→ Task statement
Return the records below character for character.

***** Materials provided *****

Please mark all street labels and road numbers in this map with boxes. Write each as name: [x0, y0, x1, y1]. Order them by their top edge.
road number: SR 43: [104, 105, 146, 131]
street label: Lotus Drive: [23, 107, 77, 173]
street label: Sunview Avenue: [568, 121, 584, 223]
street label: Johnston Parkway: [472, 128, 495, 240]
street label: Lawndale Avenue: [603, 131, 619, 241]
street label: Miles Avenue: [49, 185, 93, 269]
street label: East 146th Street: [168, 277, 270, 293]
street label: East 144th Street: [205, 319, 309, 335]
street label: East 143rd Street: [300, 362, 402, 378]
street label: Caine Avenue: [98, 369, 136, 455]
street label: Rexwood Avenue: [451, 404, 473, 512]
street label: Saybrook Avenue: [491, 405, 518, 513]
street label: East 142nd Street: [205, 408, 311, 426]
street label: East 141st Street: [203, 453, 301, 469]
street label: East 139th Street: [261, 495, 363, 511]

*****

→ The completed task
Please mark all street labels and road numbers in this map with boxes. Write each as name: [x0, y0, x1, y1]. Order them by their top edge.
road number: SR 43: [104, 105, 146, 131]
street label: Lotus Drive: [23, 107, 77, 173]
street label: Sunview Avenue: [568, 121, 584, 223]
street label: Johnston Parkway: [472, 128, 495, 240]
street label: Lawndale Avenue: [603, 131, 619, 241]
street label: Miles Avenue: [49, 185, 93, 269]
street label: East 146th Street: [168, 277, 270, 293]
street label: East 144th Street: [205, 319, 309, 335]
street label: East 143rd Street: [300, 362, 402, 378]
street label: Caine Avenue: [98, 369, 136, 455]
street label: Rexwood Avenue: [451, 404, 473, 512]
street label: Saybrook Avenue: [491, 405, 518, 513]
street label: East 142nd Street: [205, 408, 311, 426]
street label: East 141st Street: [203, 453, 301, 469]
street label: East 139th Street: [261, 495, 363, 511]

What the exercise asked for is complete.